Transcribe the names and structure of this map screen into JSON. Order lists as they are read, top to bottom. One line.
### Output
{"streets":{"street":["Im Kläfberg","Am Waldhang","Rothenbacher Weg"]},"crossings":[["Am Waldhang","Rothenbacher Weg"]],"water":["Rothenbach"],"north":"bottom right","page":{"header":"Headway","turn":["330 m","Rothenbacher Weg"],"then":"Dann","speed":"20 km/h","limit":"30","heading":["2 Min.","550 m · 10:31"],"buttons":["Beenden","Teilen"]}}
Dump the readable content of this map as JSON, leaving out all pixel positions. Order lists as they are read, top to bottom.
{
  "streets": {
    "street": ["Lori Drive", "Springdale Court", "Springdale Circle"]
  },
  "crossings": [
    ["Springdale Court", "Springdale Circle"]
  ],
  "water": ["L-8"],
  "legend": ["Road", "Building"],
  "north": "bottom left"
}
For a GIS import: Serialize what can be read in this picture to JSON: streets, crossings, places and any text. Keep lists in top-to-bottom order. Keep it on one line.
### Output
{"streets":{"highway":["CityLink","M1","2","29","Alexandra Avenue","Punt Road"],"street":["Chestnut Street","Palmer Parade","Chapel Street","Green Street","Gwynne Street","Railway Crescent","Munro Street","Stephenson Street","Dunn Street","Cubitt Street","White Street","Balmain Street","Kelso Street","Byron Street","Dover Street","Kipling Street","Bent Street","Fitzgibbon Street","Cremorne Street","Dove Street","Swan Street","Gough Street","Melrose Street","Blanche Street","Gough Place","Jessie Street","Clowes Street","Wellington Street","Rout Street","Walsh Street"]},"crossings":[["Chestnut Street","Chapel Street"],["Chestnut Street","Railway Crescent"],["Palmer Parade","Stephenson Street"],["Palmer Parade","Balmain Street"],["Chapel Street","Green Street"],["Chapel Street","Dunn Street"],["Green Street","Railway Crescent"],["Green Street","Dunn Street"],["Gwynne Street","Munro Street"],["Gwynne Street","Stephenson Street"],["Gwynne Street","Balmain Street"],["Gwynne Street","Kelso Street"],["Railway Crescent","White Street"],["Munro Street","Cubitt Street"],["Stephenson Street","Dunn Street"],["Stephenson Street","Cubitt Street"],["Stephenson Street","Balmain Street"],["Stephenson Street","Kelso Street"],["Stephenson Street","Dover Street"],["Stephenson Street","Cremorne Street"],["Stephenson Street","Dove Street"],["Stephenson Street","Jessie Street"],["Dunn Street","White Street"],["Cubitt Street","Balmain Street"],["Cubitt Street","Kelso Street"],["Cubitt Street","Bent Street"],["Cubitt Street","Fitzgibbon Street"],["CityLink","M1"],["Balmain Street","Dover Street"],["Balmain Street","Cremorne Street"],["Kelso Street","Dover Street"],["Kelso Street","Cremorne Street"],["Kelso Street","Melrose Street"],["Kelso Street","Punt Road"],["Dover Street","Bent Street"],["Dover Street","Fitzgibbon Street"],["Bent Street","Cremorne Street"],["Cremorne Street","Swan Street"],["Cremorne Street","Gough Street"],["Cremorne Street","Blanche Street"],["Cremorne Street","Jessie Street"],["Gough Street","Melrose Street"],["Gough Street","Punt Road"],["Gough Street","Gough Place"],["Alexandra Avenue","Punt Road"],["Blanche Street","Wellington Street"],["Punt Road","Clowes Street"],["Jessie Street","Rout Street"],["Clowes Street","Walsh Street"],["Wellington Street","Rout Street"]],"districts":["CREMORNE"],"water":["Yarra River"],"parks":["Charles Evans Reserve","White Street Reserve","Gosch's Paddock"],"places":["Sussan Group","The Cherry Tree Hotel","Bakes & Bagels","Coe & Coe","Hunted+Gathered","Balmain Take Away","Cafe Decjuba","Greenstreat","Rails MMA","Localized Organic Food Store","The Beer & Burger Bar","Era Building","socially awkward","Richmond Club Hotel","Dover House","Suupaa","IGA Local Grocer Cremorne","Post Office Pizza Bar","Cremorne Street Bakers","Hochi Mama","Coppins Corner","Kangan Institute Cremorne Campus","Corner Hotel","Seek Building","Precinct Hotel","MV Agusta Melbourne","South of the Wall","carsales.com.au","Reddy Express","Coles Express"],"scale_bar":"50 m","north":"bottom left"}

# # #

= Exercise directions =
From the listing above, extract all records word for word.

= Solution below =
Transcribe the names and structure of this map screen into JSON. Order lists as they are read, top to bottom. One line.
### Output
{"streets":{"street":["Im Kläfberg","Am Waldhang","Rothenbacher Weg"]},"crossings":[["Am Waldhang","Rothenbacher Weg"]],"water":["Rothenbach"],"north":"bottom right","page":{"header":"Headway","turn":["330 m","Rothenbacher Weg"],"then":"Dann","speed":"20 km/h","limit":"30","heading":["2 Min.","550 m · 10:31"],"buttons":["Beenden","Teilen"]}}
Dump the readable content of this map as JSON, leaving out all pixel positions. Order lists as they are read, top to bottom.
{
  "streets": {
    "street": ["Lori Drive", "Springdale Court", "Springdale Circle"]
  },
  "crossings": [
    ["Springdale Court", "Springdale Circle"]
  ],
  "water": ["L-8"],
  "legend": ["Road", "Building"],
  "north": "bottom left"
}
For a GIS import: Serialize what can be read in this picture to JSON: streets, crossings, places and any text. Keep lists in top-to-bottom order. Keep it on one line.
### Output
{"streets":{"highway":["CityLink","M1","2","29","Alexandra Avenue","Punt Road"],"street":["Chestnut Street","Palmer Parade","Chapel Street","Green Street","Gwynne Street","Railway Crescent","Munro Street","Stephenson Street","Dunn Street","Cubitt Street","White Street","Balmain Street","Kelso Street","Byron Street","Dover Street","Kipling Street","Bent Street","Fitzgibbon Street","Cremorne Street","Dove Street","Swan Street","Gough Street","Melrose Street","Blanche Street","Gough Place","Jessie Street","Clowes Street","Wellington Street","Rout Street","Walsh Street"]},"crossings":[["Chestnut Street","Chapel Street"],["Chestnut Street","Railway Crescent"],["Palmer Parade","Stephenson Street"],["Palmer Parade","Balmain Street"],["Chapel Street","Green Street"],["Chapel Street","Dunn Street"],["Green Street","Railway Crescent"],["Green Street","Dunn Street"],["Gwynne Street","Munro Street"],["Gwynne Street","Stephenson Street"],["Gwynne Street","Balmain Street"],["Gwynne Street","Kelso Street"],["Railway Crescent","White Street"],["Munro Street","Cubitt Street"],["Stephenson Street","Dunn Street"],["Stephenson Street","Cubitt Street"],["Stephenson Street","Balmain Street"],["Stephenson Street","Kelso Street"],["Stephenson Street","Dover Street"],["Stephenson Street","Cremorne Street"],["Stephenson Street","Dove Street"],["Stephenson Street","Jessie Street"],["Dunn Street","White Street"],["Cubitt Street","Balmain Street"],["Cubitt Street","Kelso Street"],["Cubitt Street","Bent Street"],["Cubitt Street","Fitzgibbon Street"],["CityLink","M1"],["Balmain Street","Dover Street"],["Balmain Street","Cremorne Street"],["Kelso Street","Dover Street"],["Kelso Street","Cremorne Street"],["Kelso Street","Melrose Street"],["Kelso Street","Punt Road"],["Dover Street","Bent Street"],["Dover Street","Fitzgibbon Street"],["Bent Street","Cremorne Street"],["Cremorne Street","Swan Street"],["Cremorne Street","Gough Street"],["Cremorne Street","Blanche Street"],["Cremorne Street","Jessie Street"],["Gough Street","Melrose Street"],["Gough Street","Punt Road"],["Gough Street","Gough Place"],["Alexandra Avenue","Punt Road"],["Blanche Street","Wellington Street"],["Punt Road","Clowes Street"],["Jessie Street","Rout Street"],["Clowes Street","Walsh Street"],["Wellington Street","Rout Street"]],"districts":["CREMORNE"],"water":["Yarra River"],"parks":["Charles Evans Reserve","White Street Reserve","Gosch's Paddock"],"places":["Sussan Group","The Cherry Tree Hotel","Bakes & Bagels","Coe & Coe","Hunted+Gathered","Balmain Take Away","Cafe Decjuba","Greenstreat","Rails MMA","Localized Organic Food Store","The Beer & Burger Bar","Era Building","socially awkward","Richmond Club Hotel","Dover House","Suupaa","IGA Local Grocer Cremorne","Post Office Pizza Bar","Cremorne Street Bakers","Hochi Mama","Coppins Corner","Kangan Institute Cremorne Campus","Corner Hotel","Seek Building","Precinct Hotel","MV Agusta Melbourne","South of the Wall","carsales.com.au","Reddy Express","Coles Express"],"scale_bar":"50 m","north":"bottom left"}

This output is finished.